Io però mi tengo stretto questo ricordo fisico e questo insegnamento che mi ha accompagnata fin qui. Anche perché il mio papà qualche giorno fa se n’è andato. Tanti di voi ci saranno già passati e sanno cosa si prova a perdere un papà. Io lo sto imparando in questi giorni e devo dire che il mio primo confronto con il sentimento e lo smarrimento della perdita l’ho avuto sui social. Naturalmente mi sono ben guardata dal postare qualsiasi cosa sull’argomento o dal dare anche solo degli indizi nei giorni precedenti.

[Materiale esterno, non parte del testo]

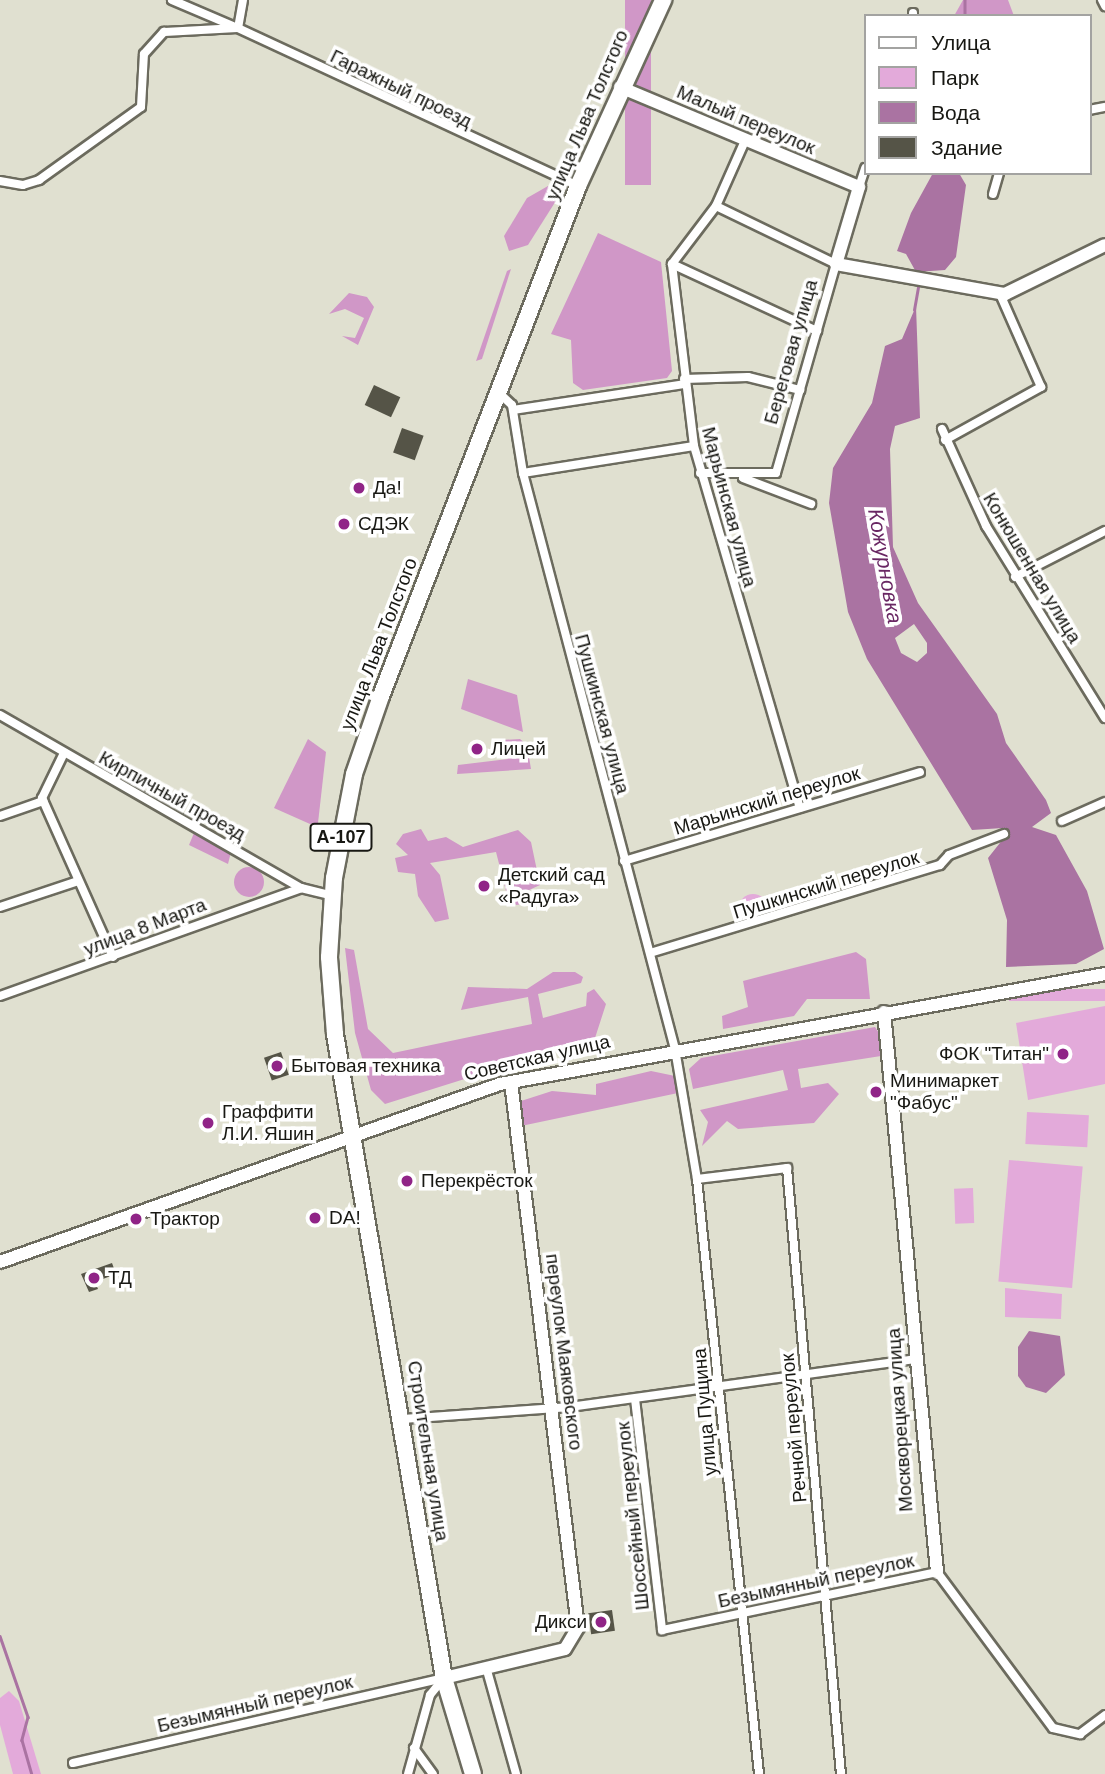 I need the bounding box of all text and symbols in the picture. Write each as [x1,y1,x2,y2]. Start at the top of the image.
legend [864,14,1091,175]
street label: улица Льва Толстого [541,27,633,203]
text: Улица [931,31,991,54]
street label: Гаражный проезд [327,45,475,133]
text: Парк [931,66,979,89]
street label: Малый переулок [673,81,819,159]
text: Вода [931,101,980,124]
text: Здание [931,136,1003,159]
street label: Береговая улица [759,277,823,427]
street label: Марьинская улица [697,424,761,590]
place label: Да! [373,477,402,499]
marker: Да! [351,480,367,496]
street label: Конюшенная улица [978,489,1086,647]
water label: Кожурновка [862,507,908,625]
place label: СДЭК [358,513,409,535]
marker: СДЭК [336,516,352,532]
street label: улица Льва Толстого [336,555,422,733]
street label: Пушкинская улица [570,632,634,796]
place label: Лицей [491,738,546,760]
marker: Лицей [469,741,485,757]
street label: Кирпичный проезд [95,746,249,846]
street label: Марьинский переулок [671,762,863,840]
road number: А-107 [308,822,374,852]
street label: Пушкинский переулок [730,846,922,924]
place label: Детский сад «Радуга» [498,864,605,908]
marker: Детский сад «Радуга» [476,878,492,894]
street label: улица 8 Марта [81,893,209,961]
street label: Советская улица [462,1030,612,1086]
place label: ФОК "Титан" [939,1043,1049,1065]
marker: ФОК "Титан" [1055,1046,1071,1062]
place label: Бытовая техника [291,1055,441,1077]
marker: Бытовая техника [269,1058,285,1074]
place label: Минимаркет "Фабус" [890,1070,999,1114]
marker: Минимаркет "Фабус" [868,1084,884,1100]
place label: Граффити Л.И. Яшин [222,1101,314,1145]
marker: Граффити Л.И. Яшин [200,1115,216,1131]
place label: Перекрёсток [421,1170,533,1192]
marker: Перекрёсток [399,1173,415,1189]
place label: DA! [329,1207,361,1229]
place label: Трактор [150,1208,220,1230]
marker: DA! [307,1210,323,1226]
marker: Трактор [128,1211,144,1227]
street label: переулок Маяковского [541,1252,587,1452]
place label: ТД [108,1267,132,1289]
marker: ТД [86,1270,102,1286]
street label: Москворецкая улица [882,1327,918,1513]
street label: улица Пущина [688,1347,722,1477]
street label: Речной переулок [776,1352,812,1504]
street label: Строительная улица [402,1359,454,1543]
street label: Шоссейный переулок [612,1421,654,1611]
street label: Безымянный переулок [716,1549,916,1613]
place label: Дикси [535,1611,587,1633]
marker: Дикси [593,1614,609,1630]
street label: Безымянный переулок [155,1670,355,1738]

Ho sempre pensato che la mia pagina Fb dovesse ospitare post e riflessioni riguardanti la mia professione, di personale non pubblico mai niente.

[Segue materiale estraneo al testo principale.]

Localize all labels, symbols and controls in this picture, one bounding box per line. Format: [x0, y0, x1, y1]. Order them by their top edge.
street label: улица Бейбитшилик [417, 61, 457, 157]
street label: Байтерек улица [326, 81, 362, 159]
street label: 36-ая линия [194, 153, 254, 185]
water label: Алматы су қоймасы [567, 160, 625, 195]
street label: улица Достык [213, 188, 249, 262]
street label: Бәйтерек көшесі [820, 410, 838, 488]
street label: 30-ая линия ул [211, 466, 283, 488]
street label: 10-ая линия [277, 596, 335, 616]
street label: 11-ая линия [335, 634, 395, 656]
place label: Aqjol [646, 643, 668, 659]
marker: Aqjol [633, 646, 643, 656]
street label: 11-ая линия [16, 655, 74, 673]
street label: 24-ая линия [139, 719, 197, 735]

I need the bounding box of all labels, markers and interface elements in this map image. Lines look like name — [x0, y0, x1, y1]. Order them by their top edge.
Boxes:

In ogni caso la mattina in cui è accaduto avevo un impegno improrogabile – mio padre diceva sempre «il lavoro prima di tutto» – e tra le varie pagine web aperte avevo anche quella di Fb. Così accade che ricevo una notifica e scopro una foto di mio papà scattata 20 anni fa con tanto di tag e dedica postate da una carissima amica di famiglia. Che colpo al cuore! Dentro di me penso che non sia giusto che si pubblichino foto di mio papà, era il mio papà! Qualche minuto dopo ricevo un’altra notifica e mi accorgo che un conoscente ha scritto sulla mia Timeline per farmi le condoglianze. Non faccio in tempo a leggere il post che gli mettono cinque like e tre commenti. Lo rendo invisibile, non voglio che altri vedano e sappiano, voglio che il dolore resti privato. Per essere così avrei però dovuto modificare le mie condizioni di privacy, cosa che non ho fatto.

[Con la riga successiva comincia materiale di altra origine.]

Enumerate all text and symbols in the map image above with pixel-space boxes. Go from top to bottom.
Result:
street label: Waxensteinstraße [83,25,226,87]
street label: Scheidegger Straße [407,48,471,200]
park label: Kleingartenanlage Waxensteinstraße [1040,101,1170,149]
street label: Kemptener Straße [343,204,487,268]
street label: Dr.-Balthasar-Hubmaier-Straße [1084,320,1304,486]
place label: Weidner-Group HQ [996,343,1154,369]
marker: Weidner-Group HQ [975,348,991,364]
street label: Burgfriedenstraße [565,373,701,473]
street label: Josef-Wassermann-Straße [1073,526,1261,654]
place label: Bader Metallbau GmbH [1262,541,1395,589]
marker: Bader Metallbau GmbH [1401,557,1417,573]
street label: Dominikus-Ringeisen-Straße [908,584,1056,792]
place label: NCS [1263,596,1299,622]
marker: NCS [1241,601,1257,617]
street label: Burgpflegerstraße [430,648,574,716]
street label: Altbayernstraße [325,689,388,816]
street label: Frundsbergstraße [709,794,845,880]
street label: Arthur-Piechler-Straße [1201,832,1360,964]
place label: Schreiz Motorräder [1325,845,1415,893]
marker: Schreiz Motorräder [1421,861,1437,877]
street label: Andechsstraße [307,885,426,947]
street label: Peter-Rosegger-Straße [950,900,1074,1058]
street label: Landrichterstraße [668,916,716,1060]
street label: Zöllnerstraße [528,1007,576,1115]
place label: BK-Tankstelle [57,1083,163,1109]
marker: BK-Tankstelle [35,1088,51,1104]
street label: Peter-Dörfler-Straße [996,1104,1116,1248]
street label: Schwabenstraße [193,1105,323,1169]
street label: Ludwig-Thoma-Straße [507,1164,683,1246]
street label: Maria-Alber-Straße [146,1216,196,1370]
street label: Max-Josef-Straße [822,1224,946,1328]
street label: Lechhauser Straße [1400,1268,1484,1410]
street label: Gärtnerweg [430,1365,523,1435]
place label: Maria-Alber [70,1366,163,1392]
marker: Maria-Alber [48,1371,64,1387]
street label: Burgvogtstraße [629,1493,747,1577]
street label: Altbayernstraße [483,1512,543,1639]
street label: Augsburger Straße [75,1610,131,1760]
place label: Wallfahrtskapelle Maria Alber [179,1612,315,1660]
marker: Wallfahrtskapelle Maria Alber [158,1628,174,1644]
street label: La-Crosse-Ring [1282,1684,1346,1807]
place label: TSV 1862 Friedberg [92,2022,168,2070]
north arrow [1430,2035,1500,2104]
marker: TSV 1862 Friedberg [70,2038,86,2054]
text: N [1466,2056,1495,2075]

Poco dopo compare un’altra foto con una dedica davvero toccante da parte di un ex collega di papà che lo ringrazia per i suoi insegnamenti e per avergli aperto la strada per la sua carriera. Subito seguono altri messaggi corali di giovani collaboratori che lo stimavano per la sua competenza e in particolare per la sua correttezza, per il sereno rapporto di fiducia e di collaborazione che sapeva creare nel suo gruppo di lavoro. A quel punto, sebbene tra le lacrime, ho pensato che in fondo non c’era niente di male se altre persone volevano ricordare mio padre su Fb. Molte di loro vivono lontano, non ho il loro numero di telefono e non avrei potuto contattarle altrimenti. Sono state loro a mettersi in contatto con me e a dirmi che il mio dolore era anche il loro così come la loro gratitudine per aver percorso un pezzo di strada con mio padre.
Non è facile stare sui social quando ti sfugge il controllo, non è facile quando i post in questione non sono rose e fiori. Ma impari che può valere la pena, impari che saper gestire la tua pagina nel modo giusto è importante. Di tutti i messaggi ricevuti nessuno era banale o fuori luogo, sono arrivati tutti in poche ore da diverse parti d’Europa. Per me sono stati un arricchimento, alla fine è stato bello leggere come altri hanno vissuto e apprezzato il mio papà che ho amato tanto. Un telegramma non sortisce lo stesso effetto. E ti accorgi, ancora una volta, che i social non sono migliori o peggiori della vita reale ma la rispecchiano e ne fanno parte.